- Information given

════

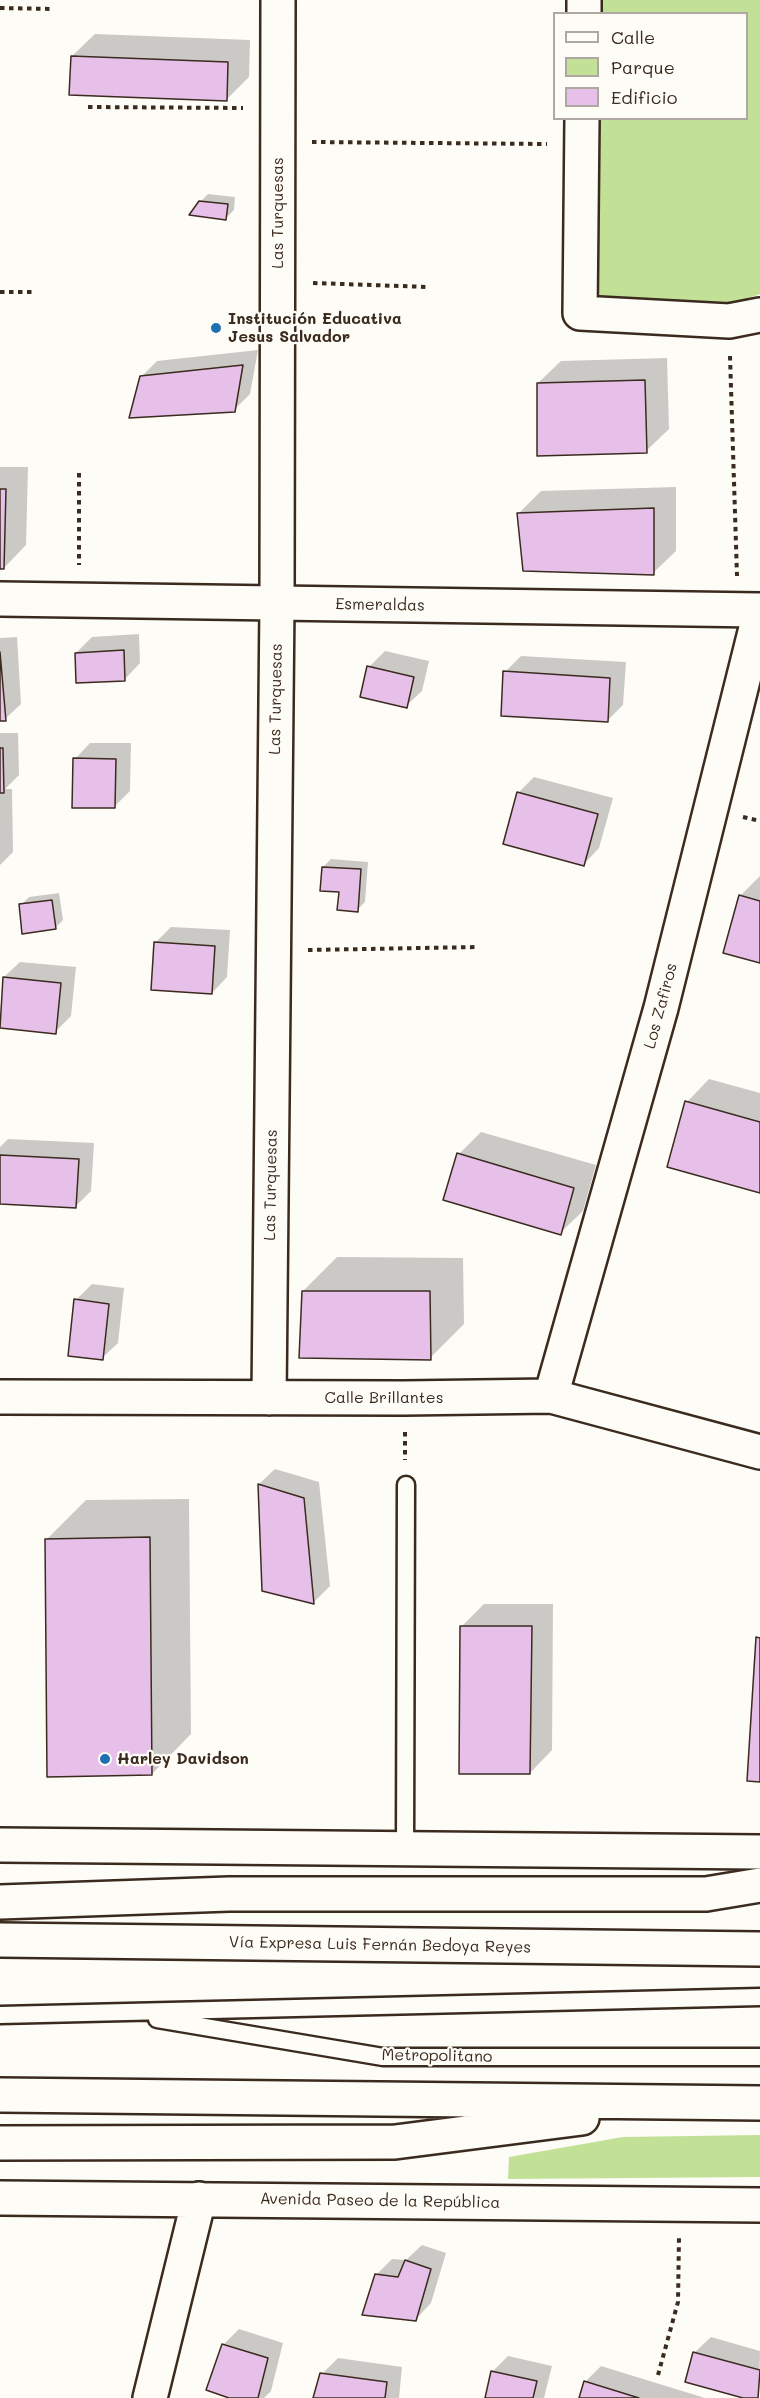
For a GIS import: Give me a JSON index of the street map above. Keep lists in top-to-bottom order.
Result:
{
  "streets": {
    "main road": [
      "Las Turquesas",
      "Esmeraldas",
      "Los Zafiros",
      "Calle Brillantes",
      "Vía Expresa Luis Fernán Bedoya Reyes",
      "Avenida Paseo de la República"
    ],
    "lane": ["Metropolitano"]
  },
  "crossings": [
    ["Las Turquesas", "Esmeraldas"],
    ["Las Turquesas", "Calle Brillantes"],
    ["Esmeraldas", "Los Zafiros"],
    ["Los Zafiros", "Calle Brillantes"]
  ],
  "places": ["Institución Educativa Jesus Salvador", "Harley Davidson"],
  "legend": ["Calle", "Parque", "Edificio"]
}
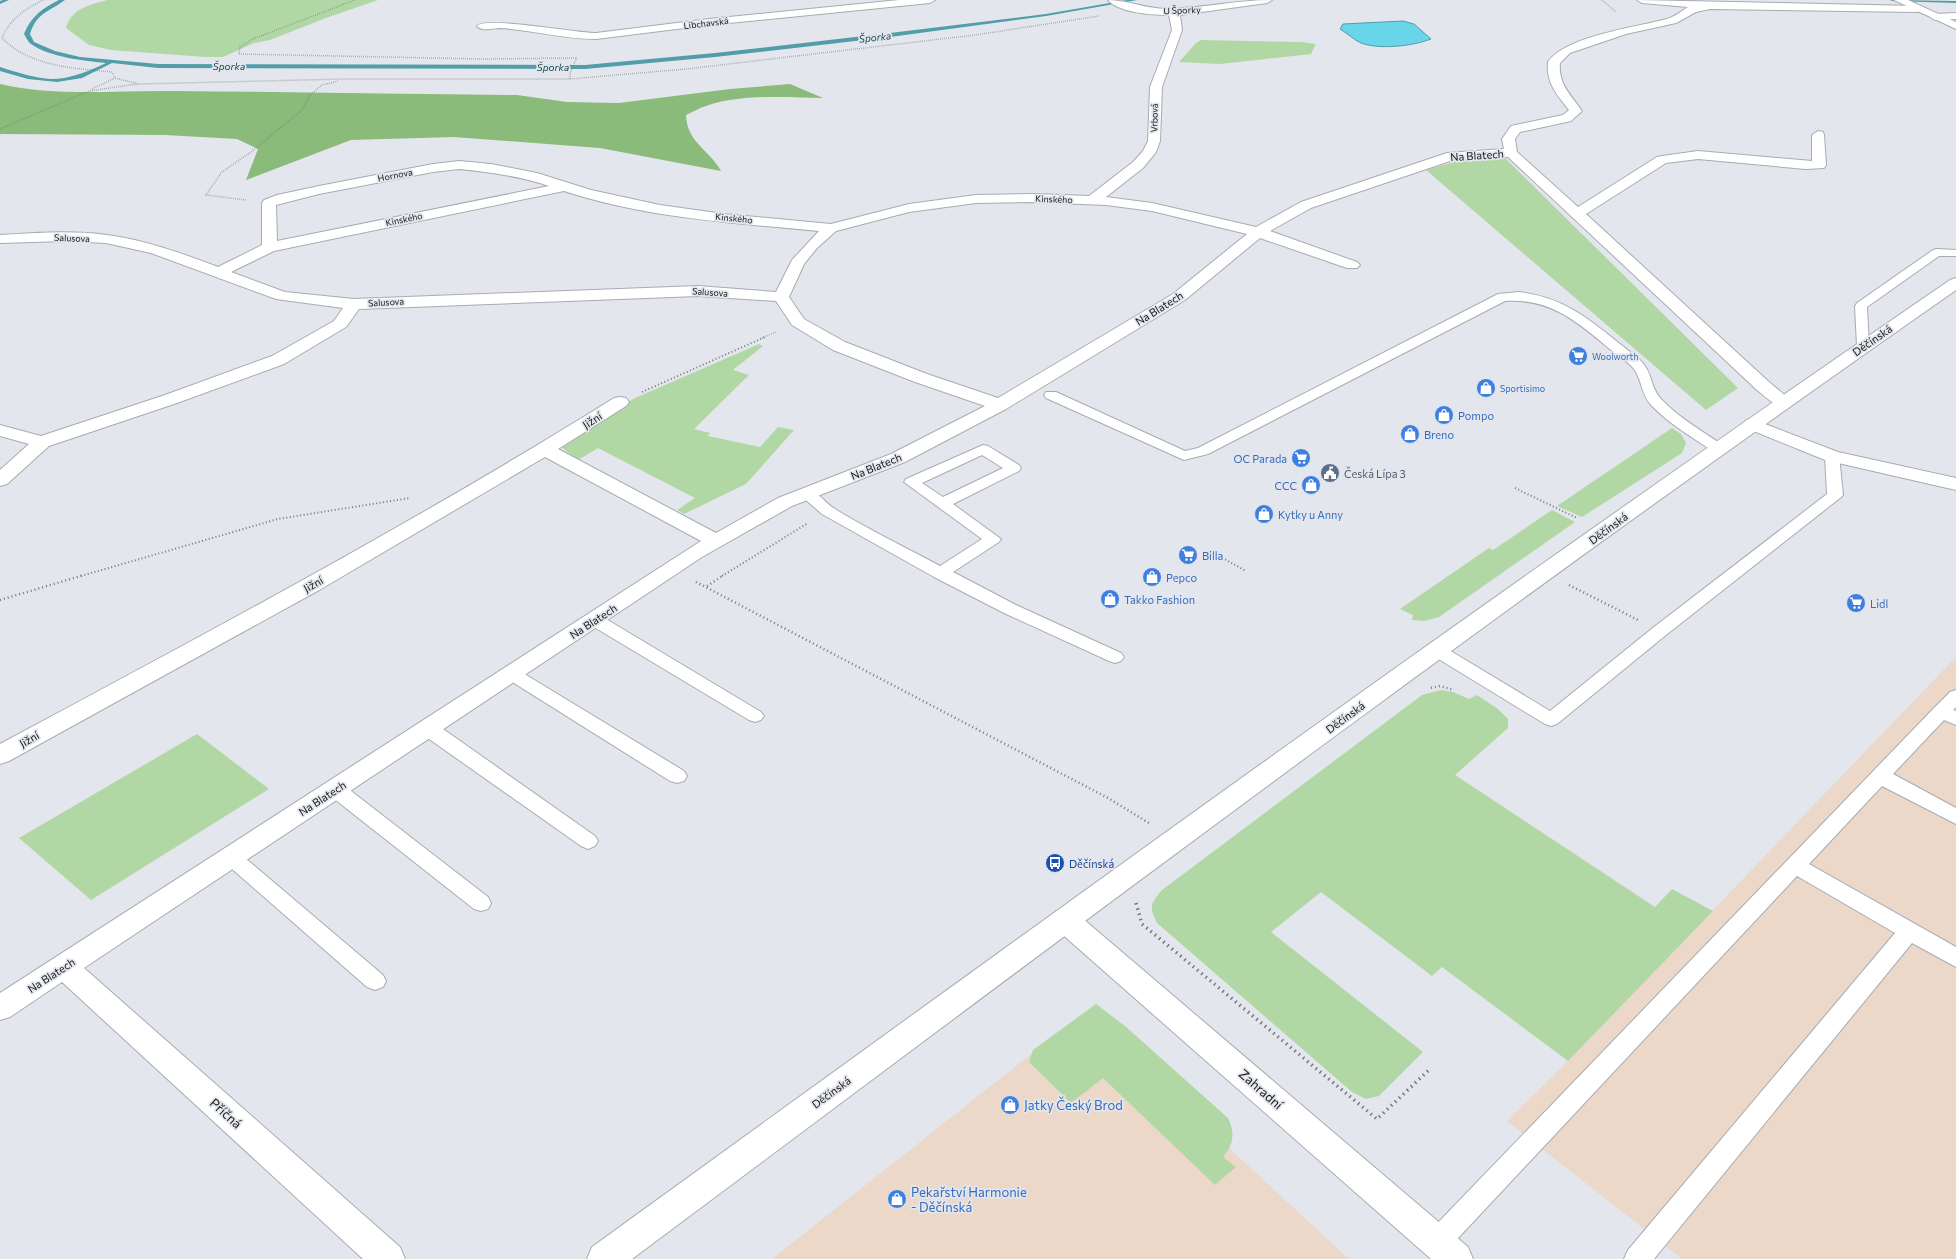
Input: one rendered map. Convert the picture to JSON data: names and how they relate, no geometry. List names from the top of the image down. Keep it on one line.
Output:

════

- Description of the task
Copy exactly, word for word, the line with "Input: one rendered" through the final line of the listing.

- Response area
Input: one rendered map. Convert the picture to JSON data: names and how they relate, no geometry. List names from the top of the image down. Keep it on one line.
Output:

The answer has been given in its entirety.